Try it ->
The required lines are those that contain "with"; pull them out of the data and copy them.

Collected data:
━━━━━━━━━━━━━━━━━━━━━━━━━━━━━━
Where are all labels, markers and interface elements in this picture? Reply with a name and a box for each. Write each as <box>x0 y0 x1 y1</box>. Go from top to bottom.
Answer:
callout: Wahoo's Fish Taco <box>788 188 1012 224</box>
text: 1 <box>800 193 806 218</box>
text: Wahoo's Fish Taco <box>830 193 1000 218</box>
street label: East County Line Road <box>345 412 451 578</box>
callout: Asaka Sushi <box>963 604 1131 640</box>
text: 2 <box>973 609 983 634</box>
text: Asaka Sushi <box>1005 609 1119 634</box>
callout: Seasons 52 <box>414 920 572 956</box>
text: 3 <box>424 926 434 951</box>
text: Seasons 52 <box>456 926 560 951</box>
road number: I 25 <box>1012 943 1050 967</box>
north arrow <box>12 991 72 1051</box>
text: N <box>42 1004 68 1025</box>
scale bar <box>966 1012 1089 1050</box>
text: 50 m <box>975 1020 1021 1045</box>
━━━━━━━━━━━━━━━━━━━━━━━━━━━━━━
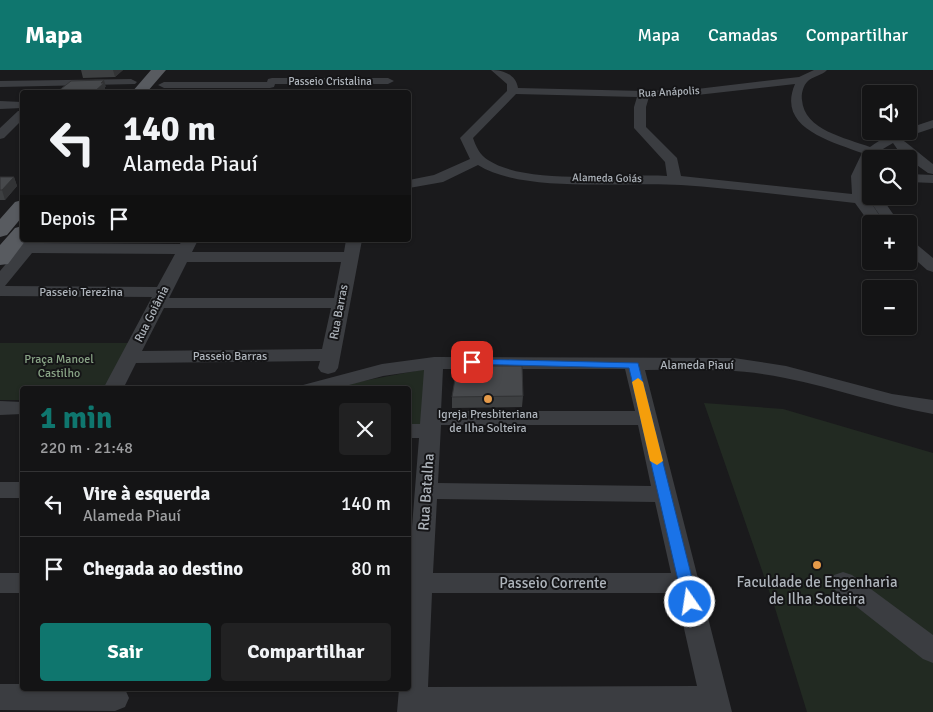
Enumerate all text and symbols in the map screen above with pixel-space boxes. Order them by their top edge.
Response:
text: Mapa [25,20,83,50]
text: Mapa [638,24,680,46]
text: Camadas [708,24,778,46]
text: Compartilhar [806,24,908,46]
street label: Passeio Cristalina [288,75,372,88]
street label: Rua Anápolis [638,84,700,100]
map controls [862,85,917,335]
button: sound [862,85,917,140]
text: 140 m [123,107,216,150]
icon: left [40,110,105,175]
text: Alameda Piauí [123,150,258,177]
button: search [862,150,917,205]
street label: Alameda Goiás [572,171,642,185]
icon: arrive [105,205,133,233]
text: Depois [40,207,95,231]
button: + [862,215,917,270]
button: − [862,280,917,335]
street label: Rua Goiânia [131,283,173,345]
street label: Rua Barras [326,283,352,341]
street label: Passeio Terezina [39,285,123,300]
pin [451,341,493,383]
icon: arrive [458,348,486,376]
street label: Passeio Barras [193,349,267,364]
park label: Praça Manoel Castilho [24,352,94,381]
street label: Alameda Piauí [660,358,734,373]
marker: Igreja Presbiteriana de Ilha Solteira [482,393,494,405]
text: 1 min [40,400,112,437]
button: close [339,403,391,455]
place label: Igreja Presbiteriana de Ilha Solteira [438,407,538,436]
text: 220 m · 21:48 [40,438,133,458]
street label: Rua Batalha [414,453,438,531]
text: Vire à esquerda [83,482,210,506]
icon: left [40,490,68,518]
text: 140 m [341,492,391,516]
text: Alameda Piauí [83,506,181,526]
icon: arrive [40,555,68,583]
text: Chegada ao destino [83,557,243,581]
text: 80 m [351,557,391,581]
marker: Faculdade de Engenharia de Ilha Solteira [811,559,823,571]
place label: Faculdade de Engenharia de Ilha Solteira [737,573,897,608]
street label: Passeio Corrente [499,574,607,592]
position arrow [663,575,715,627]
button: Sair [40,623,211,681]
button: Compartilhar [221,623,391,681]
━━━━━━━━━━━━━━━━━━━━━━━━━━━━━━
Answer to the exercise ->
Where are all labels, markers and interface elements in this picture? Reply with a name and a box for each. Write each as <box>x0 y0 x1 y1</box>. Go from top to bottom.
Enumerate all text and symbols in the map screen above with pixel-space boxes. Order them by their top edge.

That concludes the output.